If the Reform Act were applied only to those cases commenced after October 1, 1979, which involved security interests which came into existence after that date, there would be no bankruptcy law applicable to cases filed after October 1, 1979. We cannot believe that Congress intended such a no-man’s land.

. “[N]or shall private property be taken for public use, without just compensation." U.S. Const.Amend. V.

. Wisconsin law establishing and regulating security interests also recognizes these distinctions between purchase- and nonpurchasemoney types of liens. The Wisconsin Consumer Act, for example, which provides special protection for “consumer credit transactions,” Wis.Stat.Ann. §§ 421.301(10), 422.102, does not apply to first mortgages on real estate, Wis.Stat.Ann. § 421.202(7); see also Miller, The Effect of WCA on Farm Credit, 46 Wis. Bar Bull. 20 (April 1973), or to “liens which arise by operation of law or by force of a mechanics’ lien or similar statute * * Holbrook & Bugge, Creditor’s Responsibilities and Duties Under the WCA, 46 Wis. Bar Bull. 37, 43 (Feb. 1973). Thus, while the Wisconsin Consumer Act applies to the security interest here, it would be inapplicable to the sort of property interests taken in Radford and Armstrong. Similarly, purchase-money security interests are accorded various priorities over “lien creditors” and nonpurchase-money security interests, Wis.Stat.Ann. §§ 409.301(2), 409.312(3) & (4), and may be created more easily in some instances. Wis.Stat.Ann. § 409.302(1)(d). These differences are not dispositive, but further evidence that nonpurchase-money security interests in consumer effects are not property interests whose taking must be compensated. Cf. Dames & Moore v.
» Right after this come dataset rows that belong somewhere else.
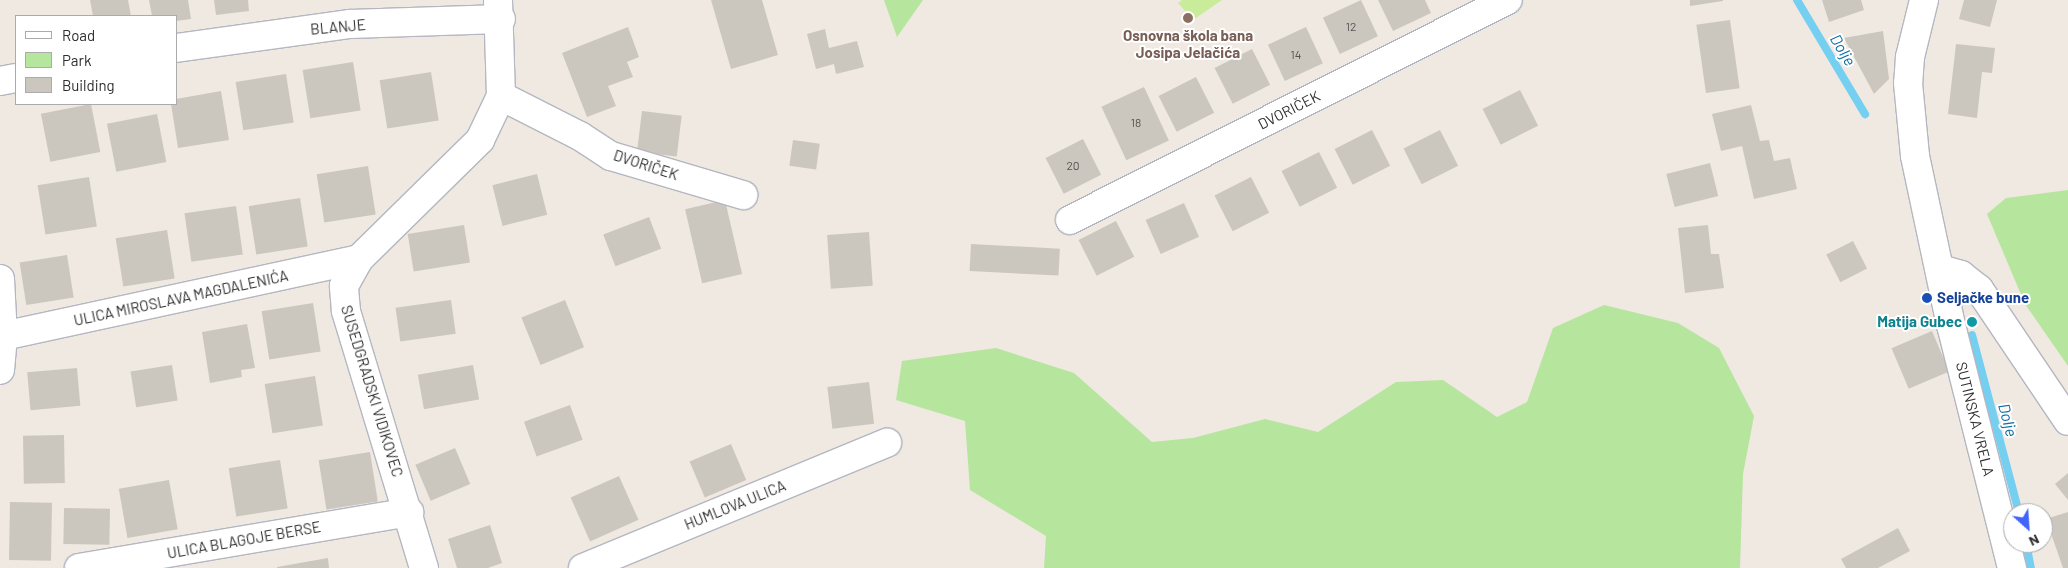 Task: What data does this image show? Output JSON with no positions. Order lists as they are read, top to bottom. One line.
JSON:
{"streets":{"street":["BLANJE","DVORIČEK","ULICA MIROSLAVA MAGDALENIĆA","SUSEDGRADSKI VIDIKOVEC","SUTINSKA VRELA","HUMLOVA ULICA","ULICA BLAGOJE BERSE"]},"crossings":[["BLANJE","SUSEDGRADSKI VIDIKOVEC"],["DVORIČEK","SUSEDGRADSKI VIDIKOVEC"],["ULICA MIROSLAVA MAGDALENIĆA","SUSEDGRADSKI VIDIKOVEC"],["SUSEDGRADSKI VIDIKOVEC","ULICA BLAGOJE BERSE"]],"water":["Dolje"],"places":["Osnovna škola bana Josipa Jelačića","Seljačke bune","Matija Gubec"],"house_numbers":["12","14","18","20"],"legend":["Road","Park","Building"],"north":"bottom right"} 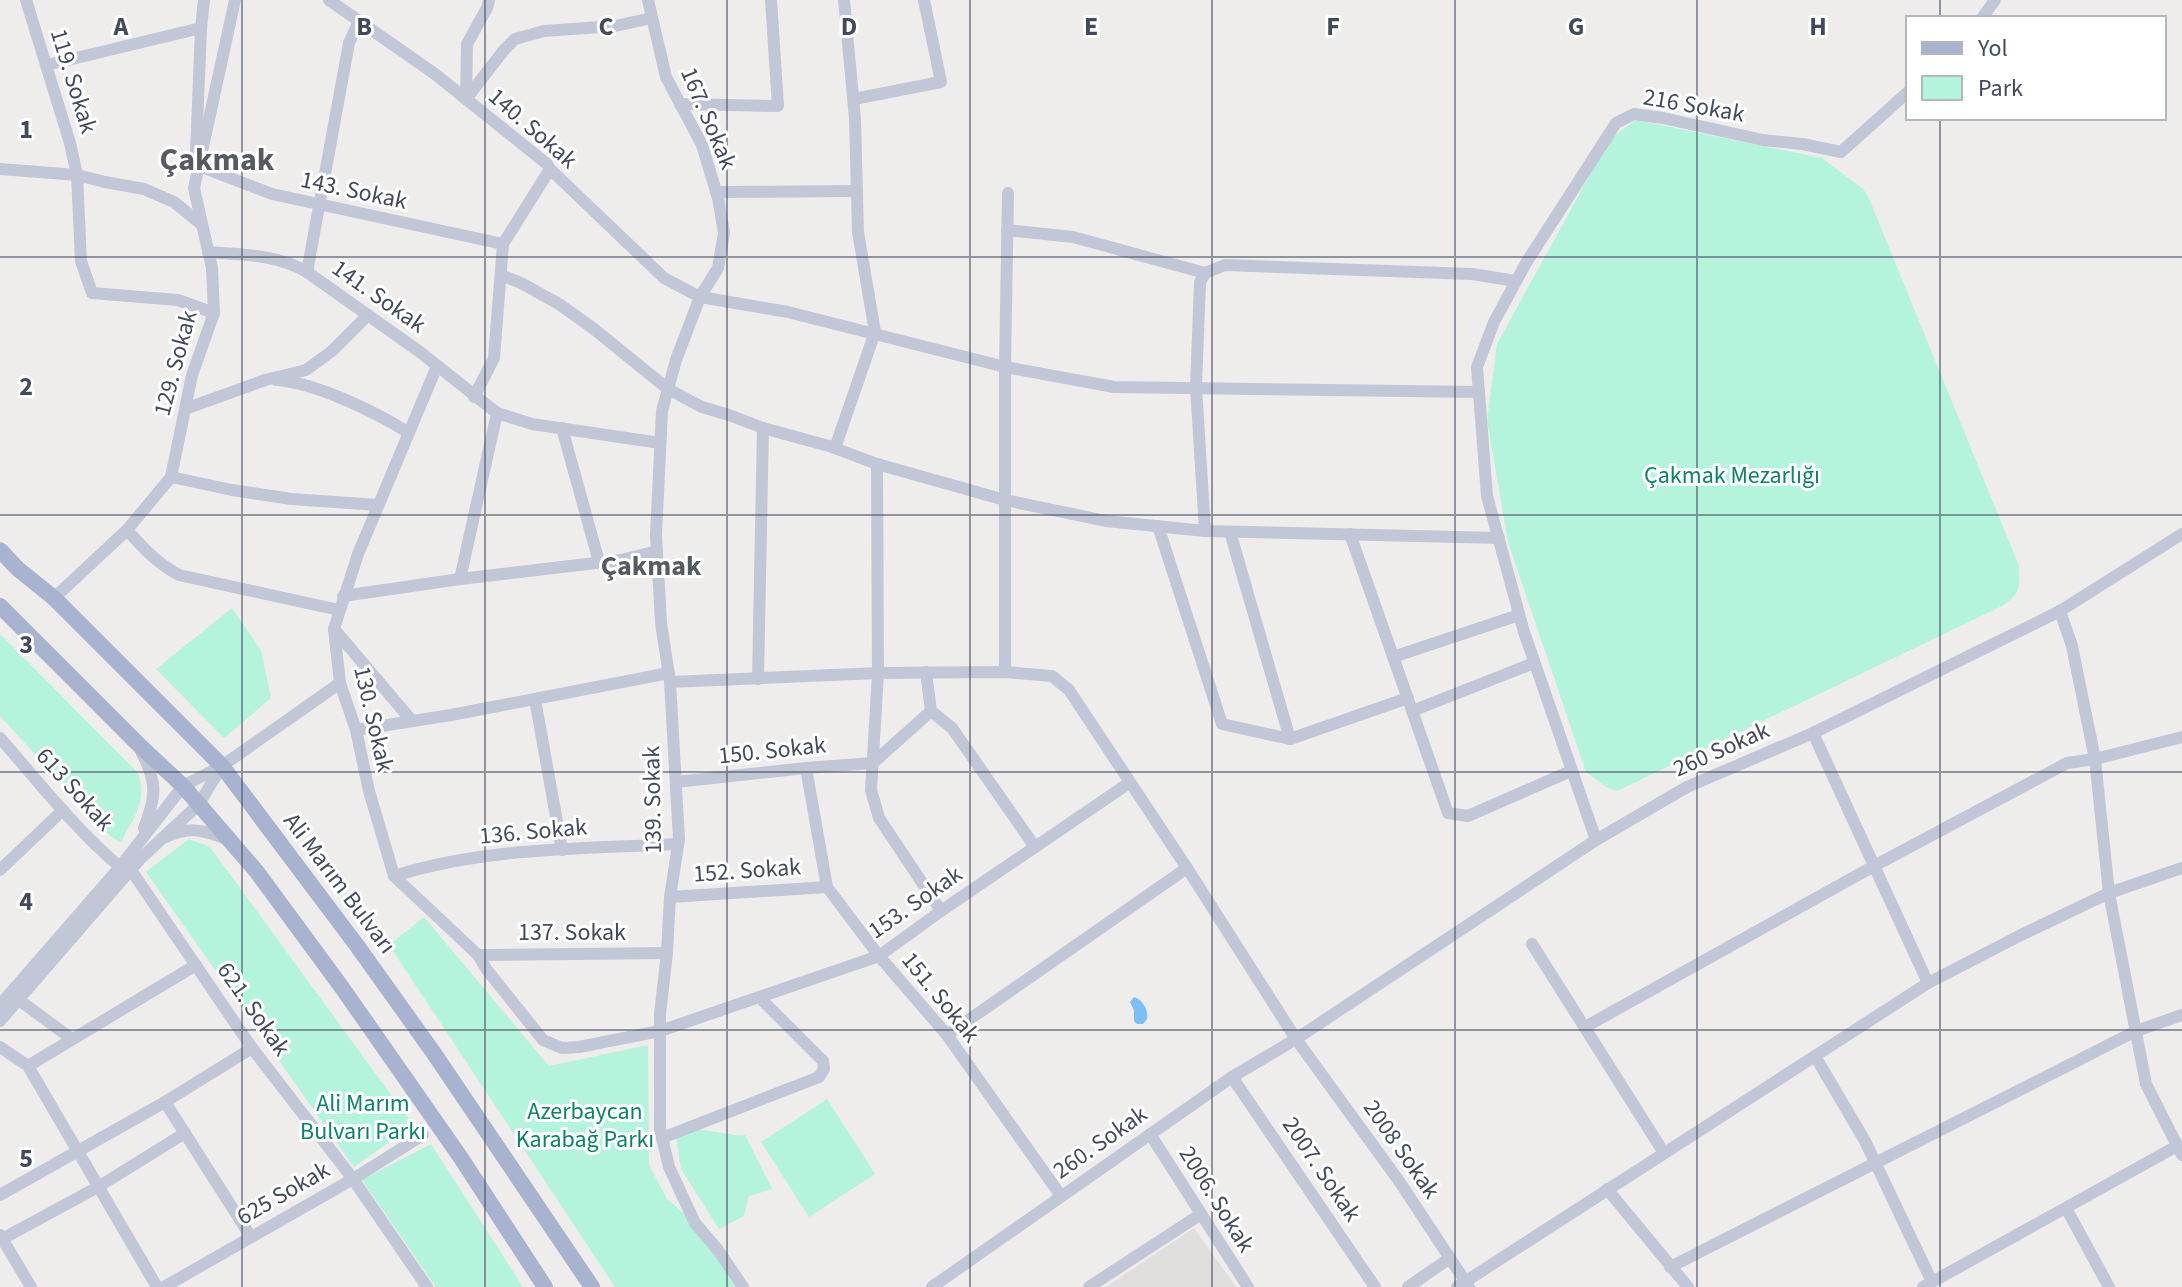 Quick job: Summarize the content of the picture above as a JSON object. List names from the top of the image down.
{
  "streets": {
    "main road": ["Ali Marım Bulvarı"],
    "street": [
      "119. Sokak",
      "216 Sokak",
      "167. Sokak",
      "140. Sokak",
      "143. Sokak",
      "141. Sokak",
      "129. Sokak",
      "130. Sokak",
      "260 Sokak",
      "150. Sokak",
      "613 Sokak",
      "139. Sokak",
      "136. Sokak",
      "152. Sokak",
      "153. Sokak",
      "137. Sokak",
      "151. Sokak",
      "621. Sokak",
      "260. Sokak",
      "2008 Sokak",
      "2007. Sokak",
      "625 Sokak",
      "2006. Sokak"
    ]
  },
  "crossings": [
    ["119. Sokak", "129. Sokak"],
    ["167. Sokak", "140. Sokak"],
    ["167. Sokak", "139. Sokak"],
    ["140. Sokak", "141. Sokak"],
    ["140. Sokak", "139. Sokak"],
    ["143. Sokak", "141. Sokak"],
    ["143. Sokak", "129. Sokak"],
    ["141. Sokak", "130. Sokak"],
    ["141. Sokak", "139. Sokak"],
    ["129. Sokak", "Ali Marım Bulvarı"],
    ["130. Sokak", "136. Sokak"],
    ["130. Sokak", "2008 Sokak"],
    ["260 Sokak", "260. Sokak"],
    ["260 Sokak", "2008 Sokak"],
    ["150. Sokak", "139. Sokak"],
    ["150. Sokak", "151. Sokak"],
    ["613 Sokak", "621. Sokak"],
    ["139. Sokak", "136. Sokak"],
    ["139. Sokak", "152. Sokak"],
    ["139. Sokak", "153. Sokak"],
    ["139. Sokak", "137. Sokak"],
    ["139. Sokak", "2008 Sokak"],
    ["152. Sokak", "151. Sokak"],
    ["153. Sokak", "137. Sokak"],
    ["153. Sokak", "151. Sokak"],
    ["153. Sokak", "2008 Sokak"],
    ["151. Sokak", "260. Sokak"],
    ["621. Sokak", "625 Sokak"],
    ["260. Sokak", "2008 Sokak"],
    ["260. Sokak", "2007. Sokak"],
    ["260. Sokak", "2006. Sokak"]
  ],
  "districts": ["Çakmak", "Çakmak"],
  "parks": ["Çakmak Mezarlığı", "Ali Marım Bulvarı Parkı", "Azerbaycan Karabağ Parkı"],
  "legend": ["Yol", "Park"],
  "grid": {
    "columns": [
      "A",
      "B",
      "C",
      "D",
      "E",
      "F",
      "G",
      "H"
    ],
    "rows": [
      "1",
      "2",
      "3",
      "4",
      "5"
    ]
  }
} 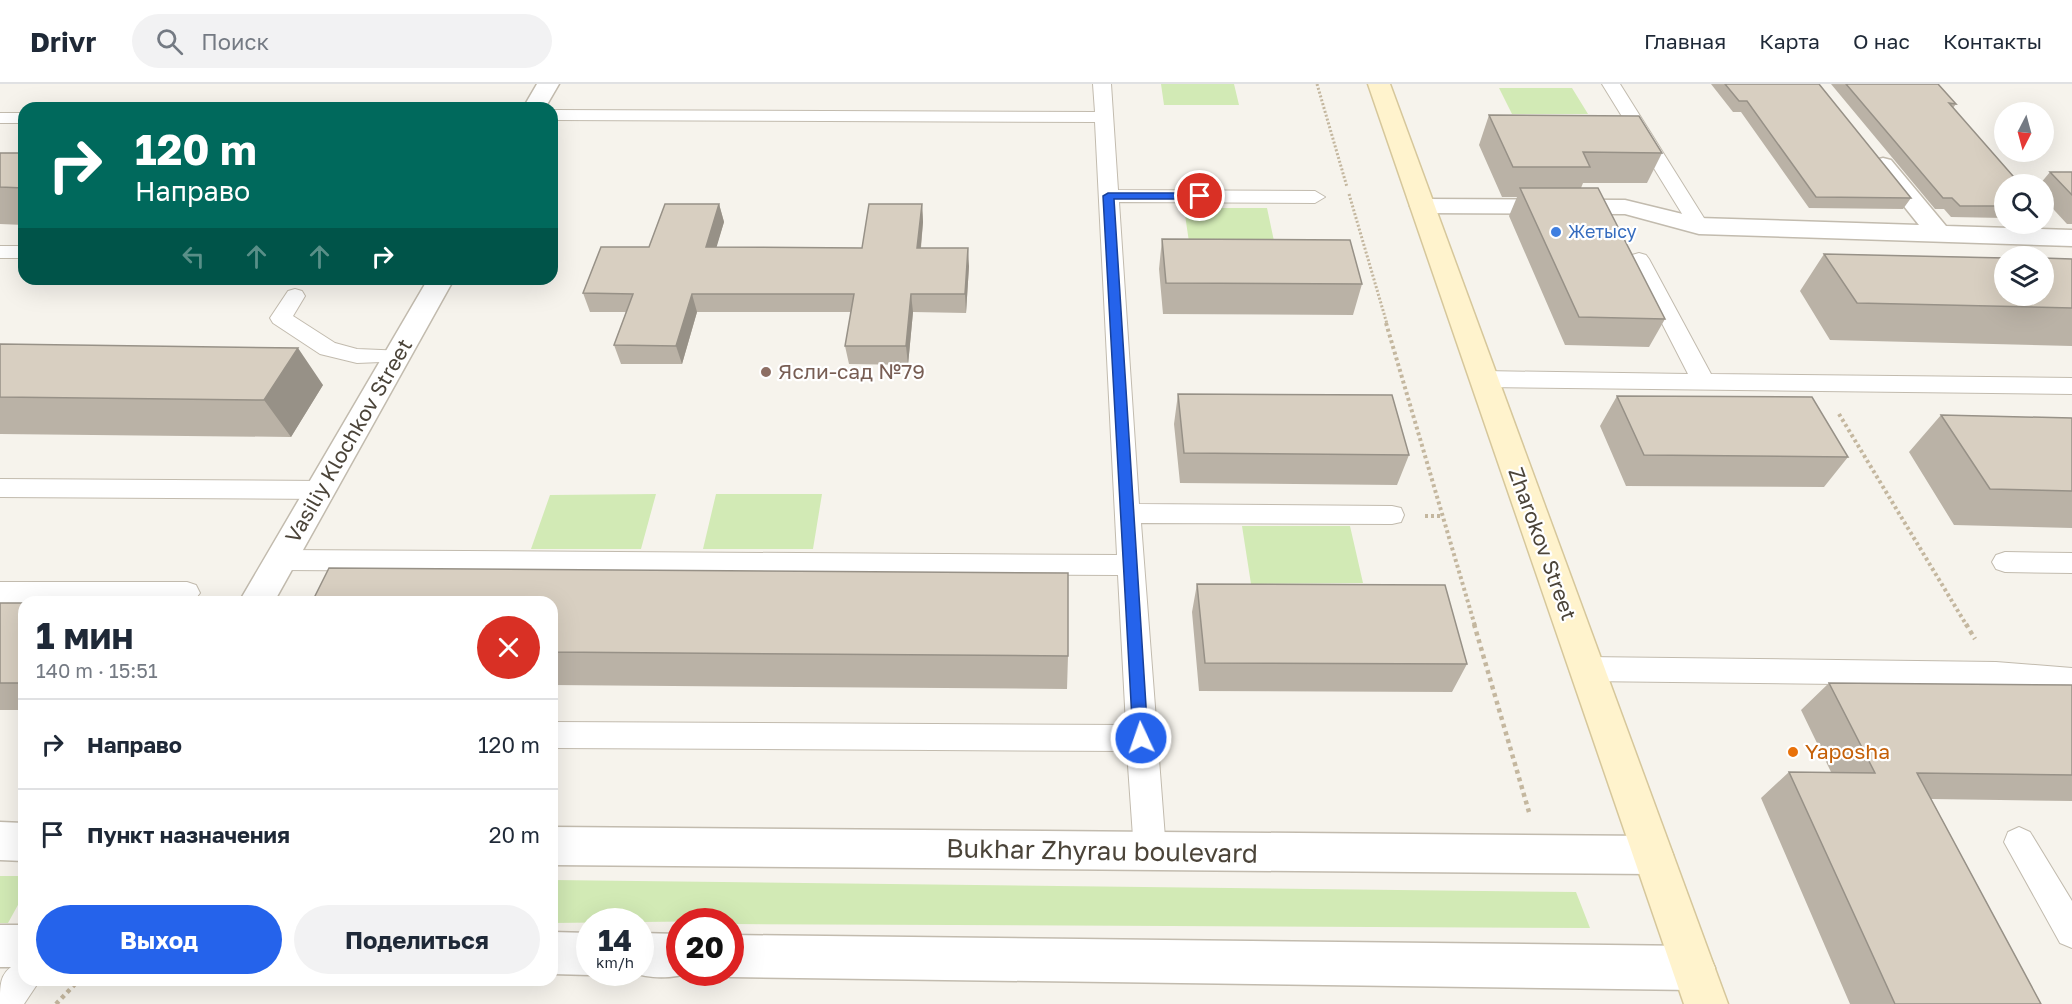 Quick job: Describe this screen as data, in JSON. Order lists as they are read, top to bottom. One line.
{"streets":{"main road":["Zharokov Street"],"street":["Vasiliy Klochkov Street","Bukhar Zhyrau boulevard"]},"crossings":[["Zharokov Street","Bukhar Zhyrau boulevard"]],"places":["Жетысу","Ясли-сад №79","Yaposha"],"north":"bottom","page":{"header":"Drivr","search":"Поиск","nav":["Главная","Карта","О нас","Контакты"],"turn":["120 m","Направо"],"heading":["1 мин","140 m · 15:51"],"list":[{"name":"Направо","value":"120 m"},{"name":"Пункт назначения","value":"20 m"}],"buttons":["Выход","Поделиться"],"speed":"14 km/h","limit":"20"}}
Regan, 453 U.S. 654, 674, 101 S.ct. 2972, 2984 n.6, 69 L.Ed.2d 918 (President Carter’s nullification of attachment of Iranian assets was not a taking because there was no “property” interest in the attachment).

. See Report of the Commission on Bankruptcy Laws of the United States, H.R.Doc.No. 93-197, 93d Cong., 1st Sess., Part I at 169 (1973) (“The Commission is also of the opinion that nonpurchase-money security interests should not be enforceable as to items of property essential to a debtor’s well-being, such as wearing apparel, which are of little or no value to a creditor, other than as a means of coercing repayment.”); H.R.Rep.No. 95-595, 95th Cong., 2d Sess. 127, reprinted in [1978] 5 U.S.Code Cong. & Ad.News 6088 (“In fact, were the creditor to carry through on his threat and foreclose on the property, he would receive little, for household goods have little resale value. They are far more valuable to the creditor in the debtor’s hands, for they provide a credible basis for the threat, because the replacement costs of the goods are generally high. Thus, creditors rarely repossess, and debtors, ignorant of the creditors’ true intentions, are coerced into payments they simply cannot afford to make.”).

. The problem and the split of authority are discussed in In re Cain, 291 F.Supp. 1, 2 (N.D. Texas 1968).

. The alternate branch, represented by Cain itself, treated the creditor as secured, valued the extent of the security interest, enforced any unsecured balance in the bankruptcy court, and continued the security interest in effect beyond the termination of the bankruptcy. This approach corresponds to option (c). For lenders other than those affected by Section 522(f)(2) it continues to be available under Section 522(c) of the new Act. See note 3 supra.

. The substituted rights of an unsecured creditor need not be equal in value to the property allegedly taken. “While these rights may well not have constituted ‘just compensation’ if a ‘taking’ had occurred, the rights nevertheless undoubtedly mitigate whatever financial burdens the law has imposed on [creditors] and, for that reason, are to be taken into account in considering the impact of the regulation.” Penn Central, supra, 438 U.S. at 137, 98 S.Ct. at 2666.